§ **SOURCE RECORDS**:
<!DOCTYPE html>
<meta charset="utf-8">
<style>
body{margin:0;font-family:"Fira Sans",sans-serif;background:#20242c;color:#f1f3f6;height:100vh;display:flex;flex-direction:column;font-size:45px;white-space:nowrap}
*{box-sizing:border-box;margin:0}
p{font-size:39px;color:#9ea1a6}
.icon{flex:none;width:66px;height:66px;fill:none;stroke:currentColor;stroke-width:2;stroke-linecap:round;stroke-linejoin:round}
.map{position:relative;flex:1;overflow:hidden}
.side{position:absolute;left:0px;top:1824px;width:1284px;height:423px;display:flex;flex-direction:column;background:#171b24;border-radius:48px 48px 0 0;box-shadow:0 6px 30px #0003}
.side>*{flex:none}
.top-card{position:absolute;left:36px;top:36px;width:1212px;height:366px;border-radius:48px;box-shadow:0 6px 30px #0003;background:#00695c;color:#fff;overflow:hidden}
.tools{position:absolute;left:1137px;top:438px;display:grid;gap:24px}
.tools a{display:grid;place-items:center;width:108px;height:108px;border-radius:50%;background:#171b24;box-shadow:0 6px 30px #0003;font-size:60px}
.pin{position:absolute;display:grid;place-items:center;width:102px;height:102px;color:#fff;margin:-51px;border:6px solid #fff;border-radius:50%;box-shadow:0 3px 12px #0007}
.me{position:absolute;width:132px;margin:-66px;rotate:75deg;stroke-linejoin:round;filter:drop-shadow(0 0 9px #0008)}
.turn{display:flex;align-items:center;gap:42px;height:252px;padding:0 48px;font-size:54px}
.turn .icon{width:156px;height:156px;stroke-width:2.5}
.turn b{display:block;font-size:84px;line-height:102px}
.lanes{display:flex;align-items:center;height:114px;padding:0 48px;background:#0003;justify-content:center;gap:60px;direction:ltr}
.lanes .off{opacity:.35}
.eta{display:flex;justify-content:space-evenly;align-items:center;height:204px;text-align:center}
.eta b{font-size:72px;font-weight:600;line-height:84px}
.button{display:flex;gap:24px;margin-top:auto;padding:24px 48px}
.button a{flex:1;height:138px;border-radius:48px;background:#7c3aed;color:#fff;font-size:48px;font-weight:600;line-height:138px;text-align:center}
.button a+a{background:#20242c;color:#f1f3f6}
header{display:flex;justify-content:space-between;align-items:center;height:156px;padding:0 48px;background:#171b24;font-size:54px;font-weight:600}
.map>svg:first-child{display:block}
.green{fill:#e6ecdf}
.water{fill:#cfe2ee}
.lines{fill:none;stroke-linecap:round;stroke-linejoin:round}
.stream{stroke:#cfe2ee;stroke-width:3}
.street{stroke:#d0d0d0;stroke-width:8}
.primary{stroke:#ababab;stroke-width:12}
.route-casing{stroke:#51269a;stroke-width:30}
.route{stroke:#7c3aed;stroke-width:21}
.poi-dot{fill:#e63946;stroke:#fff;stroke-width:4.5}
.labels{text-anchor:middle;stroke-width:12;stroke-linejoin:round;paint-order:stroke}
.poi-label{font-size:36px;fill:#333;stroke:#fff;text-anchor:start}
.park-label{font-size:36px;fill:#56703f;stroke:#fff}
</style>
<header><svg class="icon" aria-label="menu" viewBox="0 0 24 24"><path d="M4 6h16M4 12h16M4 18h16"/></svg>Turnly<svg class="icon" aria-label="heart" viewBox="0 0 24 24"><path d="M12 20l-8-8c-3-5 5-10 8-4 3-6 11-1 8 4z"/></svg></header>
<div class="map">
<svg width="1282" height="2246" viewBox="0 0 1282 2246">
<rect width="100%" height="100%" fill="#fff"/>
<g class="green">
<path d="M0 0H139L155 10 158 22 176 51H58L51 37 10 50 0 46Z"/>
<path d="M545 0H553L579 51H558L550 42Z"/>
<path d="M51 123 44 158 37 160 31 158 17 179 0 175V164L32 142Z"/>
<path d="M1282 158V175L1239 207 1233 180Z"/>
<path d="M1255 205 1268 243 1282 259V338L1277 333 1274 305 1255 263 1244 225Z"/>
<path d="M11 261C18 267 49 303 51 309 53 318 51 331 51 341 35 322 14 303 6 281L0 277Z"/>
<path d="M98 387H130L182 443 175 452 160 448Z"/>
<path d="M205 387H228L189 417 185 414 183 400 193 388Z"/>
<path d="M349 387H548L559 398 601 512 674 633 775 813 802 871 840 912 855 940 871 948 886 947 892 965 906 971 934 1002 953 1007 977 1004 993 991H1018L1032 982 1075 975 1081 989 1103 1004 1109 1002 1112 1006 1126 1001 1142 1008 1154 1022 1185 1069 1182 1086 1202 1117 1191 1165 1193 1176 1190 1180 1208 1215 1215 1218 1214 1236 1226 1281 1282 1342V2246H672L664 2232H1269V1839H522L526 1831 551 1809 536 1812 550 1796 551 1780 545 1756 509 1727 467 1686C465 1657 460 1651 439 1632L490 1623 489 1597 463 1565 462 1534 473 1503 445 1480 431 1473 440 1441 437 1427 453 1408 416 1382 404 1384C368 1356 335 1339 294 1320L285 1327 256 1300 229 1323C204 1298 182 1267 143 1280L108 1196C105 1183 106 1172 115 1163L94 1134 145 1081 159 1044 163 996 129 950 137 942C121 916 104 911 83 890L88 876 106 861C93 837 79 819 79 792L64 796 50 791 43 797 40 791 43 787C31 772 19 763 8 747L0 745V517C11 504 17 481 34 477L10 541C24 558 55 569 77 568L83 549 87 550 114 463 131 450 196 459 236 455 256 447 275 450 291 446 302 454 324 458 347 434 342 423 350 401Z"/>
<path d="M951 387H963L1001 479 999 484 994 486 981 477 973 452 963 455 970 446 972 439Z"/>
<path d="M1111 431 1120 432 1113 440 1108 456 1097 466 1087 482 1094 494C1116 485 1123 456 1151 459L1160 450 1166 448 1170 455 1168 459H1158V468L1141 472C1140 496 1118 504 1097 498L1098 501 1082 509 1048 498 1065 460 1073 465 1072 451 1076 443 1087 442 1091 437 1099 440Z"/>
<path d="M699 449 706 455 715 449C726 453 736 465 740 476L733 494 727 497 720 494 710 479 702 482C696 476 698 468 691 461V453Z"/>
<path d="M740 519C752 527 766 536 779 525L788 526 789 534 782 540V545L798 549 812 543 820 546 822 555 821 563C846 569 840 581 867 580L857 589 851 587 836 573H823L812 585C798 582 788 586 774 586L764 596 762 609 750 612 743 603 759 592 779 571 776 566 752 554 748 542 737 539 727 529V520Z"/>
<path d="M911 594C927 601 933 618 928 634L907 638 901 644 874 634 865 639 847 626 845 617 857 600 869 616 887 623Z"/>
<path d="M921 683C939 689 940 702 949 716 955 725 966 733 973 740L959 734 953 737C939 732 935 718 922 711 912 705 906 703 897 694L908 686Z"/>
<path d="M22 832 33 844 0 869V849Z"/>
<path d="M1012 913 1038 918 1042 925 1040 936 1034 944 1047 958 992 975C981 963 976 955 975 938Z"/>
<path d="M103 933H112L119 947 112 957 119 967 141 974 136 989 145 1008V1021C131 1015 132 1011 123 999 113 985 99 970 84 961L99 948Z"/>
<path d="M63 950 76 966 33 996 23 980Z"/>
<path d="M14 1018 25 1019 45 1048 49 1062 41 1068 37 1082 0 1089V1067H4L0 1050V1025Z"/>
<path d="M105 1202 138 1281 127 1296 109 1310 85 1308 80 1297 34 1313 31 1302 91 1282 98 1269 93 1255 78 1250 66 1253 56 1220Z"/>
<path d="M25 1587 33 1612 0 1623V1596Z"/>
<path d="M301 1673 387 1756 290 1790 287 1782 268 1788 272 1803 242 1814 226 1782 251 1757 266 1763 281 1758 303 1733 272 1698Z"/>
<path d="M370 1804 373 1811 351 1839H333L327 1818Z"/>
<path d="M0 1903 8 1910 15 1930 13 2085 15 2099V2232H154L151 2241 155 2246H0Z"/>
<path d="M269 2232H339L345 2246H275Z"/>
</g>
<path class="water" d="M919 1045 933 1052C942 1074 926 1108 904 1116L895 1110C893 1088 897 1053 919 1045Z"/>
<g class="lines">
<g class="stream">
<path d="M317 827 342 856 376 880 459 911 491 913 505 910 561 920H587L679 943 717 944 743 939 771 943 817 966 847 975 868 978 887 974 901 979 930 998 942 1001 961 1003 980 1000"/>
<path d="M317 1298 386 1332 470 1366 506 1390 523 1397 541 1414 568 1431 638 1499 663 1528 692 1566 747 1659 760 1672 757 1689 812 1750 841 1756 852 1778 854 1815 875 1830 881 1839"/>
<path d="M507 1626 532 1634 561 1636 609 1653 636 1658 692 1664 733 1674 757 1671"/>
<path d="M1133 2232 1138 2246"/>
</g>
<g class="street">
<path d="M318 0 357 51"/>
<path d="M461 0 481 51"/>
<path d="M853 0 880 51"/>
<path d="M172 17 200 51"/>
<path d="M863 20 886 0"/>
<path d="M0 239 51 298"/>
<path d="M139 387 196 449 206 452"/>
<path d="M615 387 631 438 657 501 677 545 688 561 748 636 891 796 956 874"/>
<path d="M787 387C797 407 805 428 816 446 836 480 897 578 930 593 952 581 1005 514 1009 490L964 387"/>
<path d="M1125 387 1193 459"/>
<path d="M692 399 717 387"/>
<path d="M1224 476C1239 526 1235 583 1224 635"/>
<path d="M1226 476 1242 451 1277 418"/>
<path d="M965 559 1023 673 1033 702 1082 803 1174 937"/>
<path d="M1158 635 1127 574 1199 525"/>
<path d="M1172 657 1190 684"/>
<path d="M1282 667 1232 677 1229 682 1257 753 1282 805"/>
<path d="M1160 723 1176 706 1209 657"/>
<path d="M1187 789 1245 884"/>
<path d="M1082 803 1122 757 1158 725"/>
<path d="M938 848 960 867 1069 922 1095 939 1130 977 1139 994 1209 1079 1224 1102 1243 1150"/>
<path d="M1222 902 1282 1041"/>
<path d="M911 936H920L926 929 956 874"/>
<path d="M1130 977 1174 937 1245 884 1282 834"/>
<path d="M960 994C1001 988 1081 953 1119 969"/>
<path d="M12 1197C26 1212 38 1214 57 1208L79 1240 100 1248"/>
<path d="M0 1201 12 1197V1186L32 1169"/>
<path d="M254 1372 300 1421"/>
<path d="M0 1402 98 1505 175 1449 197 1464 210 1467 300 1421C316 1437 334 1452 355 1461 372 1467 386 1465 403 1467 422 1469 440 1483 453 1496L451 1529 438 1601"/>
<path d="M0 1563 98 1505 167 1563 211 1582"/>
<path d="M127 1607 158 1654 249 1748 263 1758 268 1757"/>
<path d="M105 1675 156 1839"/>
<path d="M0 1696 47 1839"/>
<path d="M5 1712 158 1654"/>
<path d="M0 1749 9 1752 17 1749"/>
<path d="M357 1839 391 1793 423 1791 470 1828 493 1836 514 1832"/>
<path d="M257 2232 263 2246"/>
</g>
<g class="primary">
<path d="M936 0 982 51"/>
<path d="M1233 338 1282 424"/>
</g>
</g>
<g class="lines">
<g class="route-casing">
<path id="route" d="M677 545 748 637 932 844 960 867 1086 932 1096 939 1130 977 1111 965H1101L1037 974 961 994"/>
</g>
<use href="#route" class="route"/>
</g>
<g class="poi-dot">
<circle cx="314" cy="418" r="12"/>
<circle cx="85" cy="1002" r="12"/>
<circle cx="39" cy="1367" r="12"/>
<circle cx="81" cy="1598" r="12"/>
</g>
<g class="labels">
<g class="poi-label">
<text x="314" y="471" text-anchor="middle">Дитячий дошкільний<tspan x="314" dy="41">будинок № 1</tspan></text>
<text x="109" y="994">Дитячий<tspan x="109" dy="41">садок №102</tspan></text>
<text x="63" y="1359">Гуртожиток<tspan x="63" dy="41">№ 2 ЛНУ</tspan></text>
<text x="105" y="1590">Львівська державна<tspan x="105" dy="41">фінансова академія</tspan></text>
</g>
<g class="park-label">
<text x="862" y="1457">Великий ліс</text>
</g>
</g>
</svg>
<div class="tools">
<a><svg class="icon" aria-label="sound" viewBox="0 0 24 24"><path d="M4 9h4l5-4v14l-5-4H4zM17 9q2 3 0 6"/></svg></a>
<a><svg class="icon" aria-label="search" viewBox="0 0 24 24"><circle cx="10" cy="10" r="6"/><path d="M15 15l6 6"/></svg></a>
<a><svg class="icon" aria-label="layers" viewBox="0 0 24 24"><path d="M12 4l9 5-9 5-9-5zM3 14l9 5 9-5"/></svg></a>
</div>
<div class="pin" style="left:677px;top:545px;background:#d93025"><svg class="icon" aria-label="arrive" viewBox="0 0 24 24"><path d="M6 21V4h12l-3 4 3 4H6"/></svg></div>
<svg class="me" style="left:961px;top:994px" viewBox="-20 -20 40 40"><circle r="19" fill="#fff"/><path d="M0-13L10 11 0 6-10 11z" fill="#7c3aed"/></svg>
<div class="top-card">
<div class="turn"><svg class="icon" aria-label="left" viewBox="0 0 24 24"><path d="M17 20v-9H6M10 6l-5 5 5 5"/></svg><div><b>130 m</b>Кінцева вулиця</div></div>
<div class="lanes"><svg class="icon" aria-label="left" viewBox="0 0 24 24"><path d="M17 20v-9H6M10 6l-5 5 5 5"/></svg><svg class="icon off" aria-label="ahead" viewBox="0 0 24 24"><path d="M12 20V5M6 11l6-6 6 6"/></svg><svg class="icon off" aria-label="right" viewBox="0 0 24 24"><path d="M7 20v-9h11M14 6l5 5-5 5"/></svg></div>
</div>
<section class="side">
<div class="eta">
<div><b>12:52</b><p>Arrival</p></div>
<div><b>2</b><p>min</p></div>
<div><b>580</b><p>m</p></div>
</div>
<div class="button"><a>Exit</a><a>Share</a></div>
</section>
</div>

§ **EXERCISE INSTRUCTIONS**:
Retype the entries above exactly, but only from the line containing "387 631 438" through the line containing "1607 158 1654", both included.

§ **WRITTEN ANSWER**:
<path d="M615 387 631 438 657 501 677 545 688 561 748 636 891 796 956 874"/>
<path d="M787 387C797 407 805 428 816 446 836 480 897 578 930 593 952 581 1005 514 1009 490L964 387"/>
<path d="M1125 387 1193 459"/>
<path d="M692 399 717 387"/>
<path d="M1224 476C1239 526 1235 583 1224 635"/>
<path d="M1226 476 1242 451 1277 418"/>
<path d="M965 559 1023 673 1033 702 1082 803 1174 937"/>
<path d="M1158 635 1127 574 1199 525"/>
<path d="M1172 657 1190 684"/>
<path d="M1282 667 1232 677 1229 682 1257 753 1282 805"/>
<path d="M1160 723 1176 706 1209 657"/>
<path d="M1187 789 1245 884"/>
<path d="M1082 803 1122 757 1158 725"/>
<path d="M938 848 960 867 1069 922 1095 939 1130 977 1139 994 1209 1079 1224 1102 1243 1150"/>
<path d="M1222 902 1282 1041"/>
<path d="M911 936H920L926 929 956 874"/>
<path d="M1130 977 1174 937 1245 884 1282 834"/>
<path d="M960 994C1001 988 1081 953 1119 969"/>
<path d="M12 1197C26 1212 38 1214 57 1208L79 1240 100 1248"/>
<path d="M0 1201 12 1197V1186L32 1169"/>
<path d="M254 1372 300 1421"/>
<path d="M0 1402 98 1505 175 1449 197 1464 210 1467 300 1421C316 1437 334 1452 355 1461 372 1467 386 1465 403 1467 422 1469 440 1483 453 1496L451 1529 438 1601"/>
<path d="M0 1563 98 1505 167 1563 211 1582"/>
<path d="M127 1607 158 1654 249 1748 263 1758 268 1757"/>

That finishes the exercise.